The various Colorado regions have different climates and growing conditions. While the prairies experience a temperate climate, the valleys have a semi-arid climate. Mountain areas are alpine. Colorado falls within the United States Department of Agriculture (USDA) Hardiness Zones 2 to 7. Colorado gardeners should select flowers according to appropriate zone, flower color, bloom time, intended use and mature plant size.
The marsh marigold (Caltha palustris), an herbaceous perennial in the buttercup family (Ranunculaceae), prefers organic soils in marshy areas. This flower features dark green leaves and yellow, waxy flowers that bloom from April through June. Marsh marigolds reach from 12 to 18 inches in both height and spread. Rust and powdery mildew sometimes affect this plant. Colorado gardeners often use marsh marigolds in water gardens, bog gardens and pond margins.

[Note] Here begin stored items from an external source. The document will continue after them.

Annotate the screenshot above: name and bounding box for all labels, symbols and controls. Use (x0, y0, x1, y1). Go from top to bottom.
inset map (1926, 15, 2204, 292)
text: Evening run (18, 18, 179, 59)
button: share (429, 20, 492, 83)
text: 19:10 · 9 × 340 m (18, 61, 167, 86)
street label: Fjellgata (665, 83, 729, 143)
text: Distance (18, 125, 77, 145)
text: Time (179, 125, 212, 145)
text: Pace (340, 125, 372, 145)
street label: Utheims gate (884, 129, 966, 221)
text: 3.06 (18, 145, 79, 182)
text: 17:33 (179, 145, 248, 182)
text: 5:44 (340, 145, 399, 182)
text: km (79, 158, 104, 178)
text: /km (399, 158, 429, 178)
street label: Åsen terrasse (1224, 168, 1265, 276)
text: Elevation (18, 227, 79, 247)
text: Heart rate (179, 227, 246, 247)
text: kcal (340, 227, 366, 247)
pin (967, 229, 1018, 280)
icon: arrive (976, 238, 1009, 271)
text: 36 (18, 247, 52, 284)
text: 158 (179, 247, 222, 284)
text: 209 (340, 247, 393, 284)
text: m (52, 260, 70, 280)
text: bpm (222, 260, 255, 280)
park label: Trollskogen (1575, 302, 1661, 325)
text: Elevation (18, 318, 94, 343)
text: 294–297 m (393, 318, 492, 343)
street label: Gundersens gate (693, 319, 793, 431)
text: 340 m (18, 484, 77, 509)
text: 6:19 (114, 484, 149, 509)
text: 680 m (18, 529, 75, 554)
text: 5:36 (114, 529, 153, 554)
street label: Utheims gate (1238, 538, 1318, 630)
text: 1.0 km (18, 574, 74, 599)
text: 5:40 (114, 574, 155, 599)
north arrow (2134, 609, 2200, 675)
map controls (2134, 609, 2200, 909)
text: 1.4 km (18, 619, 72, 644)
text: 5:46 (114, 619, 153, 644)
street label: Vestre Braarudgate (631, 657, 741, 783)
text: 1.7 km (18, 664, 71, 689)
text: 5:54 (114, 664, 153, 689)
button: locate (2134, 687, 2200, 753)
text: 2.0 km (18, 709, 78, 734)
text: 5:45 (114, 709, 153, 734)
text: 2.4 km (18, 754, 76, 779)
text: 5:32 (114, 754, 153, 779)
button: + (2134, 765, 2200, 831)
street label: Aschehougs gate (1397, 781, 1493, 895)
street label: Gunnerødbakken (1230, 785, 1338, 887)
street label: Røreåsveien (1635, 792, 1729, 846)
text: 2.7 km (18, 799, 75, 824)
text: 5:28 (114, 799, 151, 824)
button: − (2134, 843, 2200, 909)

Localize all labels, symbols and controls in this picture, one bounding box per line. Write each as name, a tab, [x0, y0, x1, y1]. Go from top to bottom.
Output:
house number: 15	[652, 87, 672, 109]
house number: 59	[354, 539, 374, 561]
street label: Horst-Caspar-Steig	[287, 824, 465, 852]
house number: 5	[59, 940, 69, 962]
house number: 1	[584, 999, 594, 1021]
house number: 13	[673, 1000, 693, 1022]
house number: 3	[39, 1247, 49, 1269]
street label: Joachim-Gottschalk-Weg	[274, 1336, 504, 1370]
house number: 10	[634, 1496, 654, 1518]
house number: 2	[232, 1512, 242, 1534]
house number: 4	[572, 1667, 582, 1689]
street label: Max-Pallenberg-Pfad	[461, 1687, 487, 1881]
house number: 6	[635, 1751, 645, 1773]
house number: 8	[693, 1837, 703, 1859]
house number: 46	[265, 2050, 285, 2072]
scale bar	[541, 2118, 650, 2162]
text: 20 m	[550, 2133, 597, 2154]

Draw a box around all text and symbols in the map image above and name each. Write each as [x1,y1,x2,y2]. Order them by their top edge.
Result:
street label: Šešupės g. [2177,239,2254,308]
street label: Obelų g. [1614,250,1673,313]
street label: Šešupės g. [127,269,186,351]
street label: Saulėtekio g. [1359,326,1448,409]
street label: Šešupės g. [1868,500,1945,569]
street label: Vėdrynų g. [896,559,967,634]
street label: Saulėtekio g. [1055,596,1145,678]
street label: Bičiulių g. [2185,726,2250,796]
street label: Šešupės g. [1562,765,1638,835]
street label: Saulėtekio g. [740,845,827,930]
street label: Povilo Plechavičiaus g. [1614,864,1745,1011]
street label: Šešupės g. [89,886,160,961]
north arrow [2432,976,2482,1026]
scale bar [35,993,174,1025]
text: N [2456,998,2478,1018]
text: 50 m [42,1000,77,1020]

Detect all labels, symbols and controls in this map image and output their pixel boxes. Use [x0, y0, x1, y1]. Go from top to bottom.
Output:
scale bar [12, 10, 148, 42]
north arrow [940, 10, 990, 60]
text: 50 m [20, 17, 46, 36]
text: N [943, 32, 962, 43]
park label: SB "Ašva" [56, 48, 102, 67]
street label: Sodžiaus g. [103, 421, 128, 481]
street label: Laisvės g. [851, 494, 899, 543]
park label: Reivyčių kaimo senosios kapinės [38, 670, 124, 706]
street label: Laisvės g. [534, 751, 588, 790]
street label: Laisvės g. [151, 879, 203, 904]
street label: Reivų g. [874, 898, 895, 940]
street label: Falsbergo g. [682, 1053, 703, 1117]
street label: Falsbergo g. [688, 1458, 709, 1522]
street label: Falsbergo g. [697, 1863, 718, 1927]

The friar's cap (Aconitum napellus), a perennial member of the Ranunculaceae plant family, earned its name due to the hood-shaped, blue-purple flowers that appear in late summer. Mature plants reach from 2 to 4 feet in height and 12 to 18 inches wide. All parts of the friar's cap plant contain toxic principles. This plant is also called wolfsbane since the toxins were once used to kill wolves. The friar’s cap grows best in moist, well-drained soils that receive at least partial sun. Verticillim wilt and crown rot sometimes occur. Friar's cap plants work well in continuously moist soils along ponds, streams or water gardens.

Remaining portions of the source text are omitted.